What needs to be done: Copy each line of the material beneath that holds the word "highway".

Input for this task:

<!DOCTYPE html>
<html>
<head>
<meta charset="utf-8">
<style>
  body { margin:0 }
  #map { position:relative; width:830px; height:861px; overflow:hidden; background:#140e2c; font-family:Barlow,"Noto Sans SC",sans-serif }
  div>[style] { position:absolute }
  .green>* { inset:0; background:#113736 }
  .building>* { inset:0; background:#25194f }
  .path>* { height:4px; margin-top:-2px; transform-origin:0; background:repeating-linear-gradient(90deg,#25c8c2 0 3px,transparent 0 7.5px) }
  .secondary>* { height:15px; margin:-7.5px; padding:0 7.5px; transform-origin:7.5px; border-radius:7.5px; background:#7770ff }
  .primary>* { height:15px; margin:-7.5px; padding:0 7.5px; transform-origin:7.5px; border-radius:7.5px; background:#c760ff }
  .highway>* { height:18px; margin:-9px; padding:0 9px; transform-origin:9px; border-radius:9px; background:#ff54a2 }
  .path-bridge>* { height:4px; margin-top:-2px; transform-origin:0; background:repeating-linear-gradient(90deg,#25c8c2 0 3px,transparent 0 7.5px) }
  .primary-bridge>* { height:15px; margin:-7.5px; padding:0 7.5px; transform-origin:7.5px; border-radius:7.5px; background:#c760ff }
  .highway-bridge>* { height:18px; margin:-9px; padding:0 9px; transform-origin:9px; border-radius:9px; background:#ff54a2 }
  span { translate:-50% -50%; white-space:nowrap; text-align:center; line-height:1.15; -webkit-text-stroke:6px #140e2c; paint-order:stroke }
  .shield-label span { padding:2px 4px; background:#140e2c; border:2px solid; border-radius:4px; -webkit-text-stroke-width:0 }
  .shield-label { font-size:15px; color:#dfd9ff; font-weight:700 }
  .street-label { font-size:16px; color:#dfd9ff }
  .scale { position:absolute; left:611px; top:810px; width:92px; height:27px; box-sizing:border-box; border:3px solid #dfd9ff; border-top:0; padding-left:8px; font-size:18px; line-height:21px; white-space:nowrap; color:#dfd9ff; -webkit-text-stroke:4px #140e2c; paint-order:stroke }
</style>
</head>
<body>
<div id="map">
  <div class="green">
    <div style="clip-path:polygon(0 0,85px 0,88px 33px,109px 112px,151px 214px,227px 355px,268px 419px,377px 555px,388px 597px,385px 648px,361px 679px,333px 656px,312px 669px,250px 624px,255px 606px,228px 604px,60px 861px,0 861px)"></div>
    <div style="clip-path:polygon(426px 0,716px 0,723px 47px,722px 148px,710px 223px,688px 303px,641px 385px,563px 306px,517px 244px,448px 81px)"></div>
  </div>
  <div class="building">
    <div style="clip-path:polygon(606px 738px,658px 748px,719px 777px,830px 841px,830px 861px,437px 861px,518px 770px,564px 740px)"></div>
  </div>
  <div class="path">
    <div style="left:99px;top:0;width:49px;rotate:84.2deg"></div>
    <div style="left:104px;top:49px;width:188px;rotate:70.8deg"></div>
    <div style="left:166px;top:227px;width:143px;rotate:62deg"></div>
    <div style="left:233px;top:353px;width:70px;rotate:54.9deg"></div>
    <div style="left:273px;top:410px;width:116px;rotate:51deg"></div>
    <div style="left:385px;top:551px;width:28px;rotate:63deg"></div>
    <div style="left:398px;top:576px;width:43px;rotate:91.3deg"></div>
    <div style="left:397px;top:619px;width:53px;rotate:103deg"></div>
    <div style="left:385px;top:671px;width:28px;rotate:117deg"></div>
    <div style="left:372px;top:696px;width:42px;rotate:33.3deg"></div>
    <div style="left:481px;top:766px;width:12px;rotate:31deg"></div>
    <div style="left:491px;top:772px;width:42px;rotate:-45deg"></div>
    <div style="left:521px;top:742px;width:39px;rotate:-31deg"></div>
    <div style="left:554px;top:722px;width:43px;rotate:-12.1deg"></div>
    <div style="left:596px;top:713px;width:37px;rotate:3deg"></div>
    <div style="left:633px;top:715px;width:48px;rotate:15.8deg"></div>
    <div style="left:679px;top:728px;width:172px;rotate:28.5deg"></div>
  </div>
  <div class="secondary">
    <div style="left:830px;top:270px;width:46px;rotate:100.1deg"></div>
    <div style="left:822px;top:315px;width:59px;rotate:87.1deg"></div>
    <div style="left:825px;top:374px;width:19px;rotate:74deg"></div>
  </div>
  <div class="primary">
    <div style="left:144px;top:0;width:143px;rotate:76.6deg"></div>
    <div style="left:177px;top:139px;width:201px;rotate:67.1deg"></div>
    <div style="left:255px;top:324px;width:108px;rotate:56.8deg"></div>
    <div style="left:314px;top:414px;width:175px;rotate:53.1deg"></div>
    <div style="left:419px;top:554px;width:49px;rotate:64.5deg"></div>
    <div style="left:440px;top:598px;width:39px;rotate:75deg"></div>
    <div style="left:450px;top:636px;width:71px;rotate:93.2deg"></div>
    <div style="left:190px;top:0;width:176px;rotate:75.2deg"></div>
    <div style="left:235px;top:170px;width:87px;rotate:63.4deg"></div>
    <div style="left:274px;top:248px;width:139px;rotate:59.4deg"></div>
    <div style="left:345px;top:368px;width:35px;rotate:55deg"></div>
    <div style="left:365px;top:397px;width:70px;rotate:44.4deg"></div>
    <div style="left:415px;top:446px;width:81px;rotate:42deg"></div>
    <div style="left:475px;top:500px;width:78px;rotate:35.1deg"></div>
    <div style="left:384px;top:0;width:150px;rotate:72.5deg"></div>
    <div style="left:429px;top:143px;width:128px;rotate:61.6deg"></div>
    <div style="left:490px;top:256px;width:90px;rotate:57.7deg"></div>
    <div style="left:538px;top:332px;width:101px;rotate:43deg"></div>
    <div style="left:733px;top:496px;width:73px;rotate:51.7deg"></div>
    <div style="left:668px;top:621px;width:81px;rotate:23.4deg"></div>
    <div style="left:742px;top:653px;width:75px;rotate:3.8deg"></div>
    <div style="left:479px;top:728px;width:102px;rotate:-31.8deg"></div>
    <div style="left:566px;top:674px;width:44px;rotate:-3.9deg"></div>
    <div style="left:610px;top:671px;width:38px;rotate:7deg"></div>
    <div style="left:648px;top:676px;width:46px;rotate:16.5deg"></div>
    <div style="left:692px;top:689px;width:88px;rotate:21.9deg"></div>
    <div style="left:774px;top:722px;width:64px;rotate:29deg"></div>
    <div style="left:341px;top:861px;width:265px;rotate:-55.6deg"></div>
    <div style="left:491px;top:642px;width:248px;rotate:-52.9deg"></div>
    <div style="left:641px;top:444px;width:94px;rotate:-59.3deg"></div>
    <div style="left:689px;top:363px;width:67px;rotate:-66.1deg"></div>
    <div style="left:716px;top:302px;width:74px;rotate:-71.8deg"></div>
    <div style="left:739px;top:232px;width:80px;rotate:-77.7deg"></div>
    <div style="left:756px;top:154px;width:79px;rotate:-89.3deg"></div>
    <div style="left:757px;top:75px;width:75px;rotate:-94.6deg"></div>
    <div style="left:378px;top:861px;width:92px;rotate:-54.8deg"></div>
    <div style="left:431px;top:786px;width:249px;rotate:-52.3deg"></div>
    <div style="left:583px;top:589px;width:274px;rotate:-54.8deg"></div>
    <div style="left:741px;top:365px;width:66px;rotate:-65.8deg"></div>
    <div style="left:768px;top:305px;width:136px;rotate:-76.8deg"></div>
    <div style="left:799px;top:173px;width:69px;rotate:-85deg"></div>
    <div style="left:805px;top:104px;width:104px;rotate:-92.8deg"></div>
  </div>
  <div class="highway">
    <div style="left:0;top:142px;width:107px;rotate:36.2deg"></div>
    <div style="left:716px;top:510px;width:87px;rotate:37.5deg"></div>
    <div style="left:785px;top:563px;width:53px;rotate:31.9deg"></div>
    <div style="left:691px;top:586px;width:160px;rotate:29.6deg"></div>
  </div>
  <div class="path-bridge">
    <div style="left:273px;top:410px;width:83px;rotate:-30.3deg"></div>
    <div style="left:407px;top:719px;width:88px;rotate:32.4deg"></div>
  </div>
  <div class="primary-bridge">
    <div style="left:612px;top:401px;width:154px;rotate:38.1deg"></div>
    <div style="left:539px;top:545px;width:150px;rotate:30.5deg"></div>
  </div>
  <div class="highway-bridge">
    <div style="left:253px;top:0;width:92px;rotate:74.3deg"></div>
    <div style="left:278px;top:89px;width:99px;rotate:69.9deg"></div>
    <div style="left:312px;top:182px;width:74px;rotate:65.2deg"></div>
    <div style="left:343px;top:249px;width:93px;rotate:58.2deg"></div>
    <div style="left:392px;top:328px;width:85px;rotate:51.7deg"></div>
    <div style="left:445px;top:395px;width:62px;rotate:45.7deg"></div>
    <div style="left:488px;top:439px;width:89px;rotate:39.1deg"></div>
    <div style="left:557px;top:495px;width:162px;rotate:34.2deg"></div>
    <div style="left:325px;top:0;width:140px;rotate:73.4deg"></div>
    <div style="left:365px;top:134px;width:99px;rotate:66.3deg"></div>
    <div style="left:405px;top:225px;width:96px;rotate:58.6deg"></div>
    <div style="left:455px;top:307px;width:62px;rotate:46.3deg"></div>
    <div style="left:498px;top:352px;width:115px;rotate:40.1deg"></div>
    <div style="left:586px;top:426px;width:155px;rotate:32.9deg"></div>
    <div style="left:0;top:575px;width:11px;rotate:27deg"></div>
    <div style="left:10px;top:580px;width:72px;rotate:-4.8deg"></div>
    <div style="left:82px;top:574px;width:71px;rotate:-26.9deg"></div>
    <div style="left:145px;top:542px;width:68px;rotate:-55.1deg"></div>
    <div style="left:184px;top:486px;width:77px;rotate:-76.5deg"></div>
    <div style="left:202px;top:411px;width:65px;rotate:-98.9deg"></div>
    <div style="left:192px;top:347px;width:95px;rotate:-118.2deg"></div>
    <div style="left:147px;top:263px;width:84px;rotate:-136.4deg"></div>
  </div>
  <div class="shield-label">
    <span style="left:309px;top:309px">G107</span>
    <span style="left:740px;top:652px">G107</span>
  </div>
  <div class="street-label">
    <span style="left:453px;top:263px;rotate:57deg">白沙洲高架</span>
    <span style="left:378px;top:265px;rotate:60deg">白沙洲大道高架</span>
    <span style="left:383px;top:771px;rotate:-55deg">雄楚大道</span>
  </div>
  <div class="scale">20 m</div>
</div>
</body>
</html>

Answer space:
  .highway>* { height:18px; margin:-9px; padding:0 9px; transform-origin:9px; border-radius:9px; background:#ff54a2 }
  .highway-bridge>* { height:18px; margin:-9px; padding:0 9px; transform-origin:9px; border-radius:9px; background:#ff54a2 }
  <div class="highway">
  <div class="highway-bridge">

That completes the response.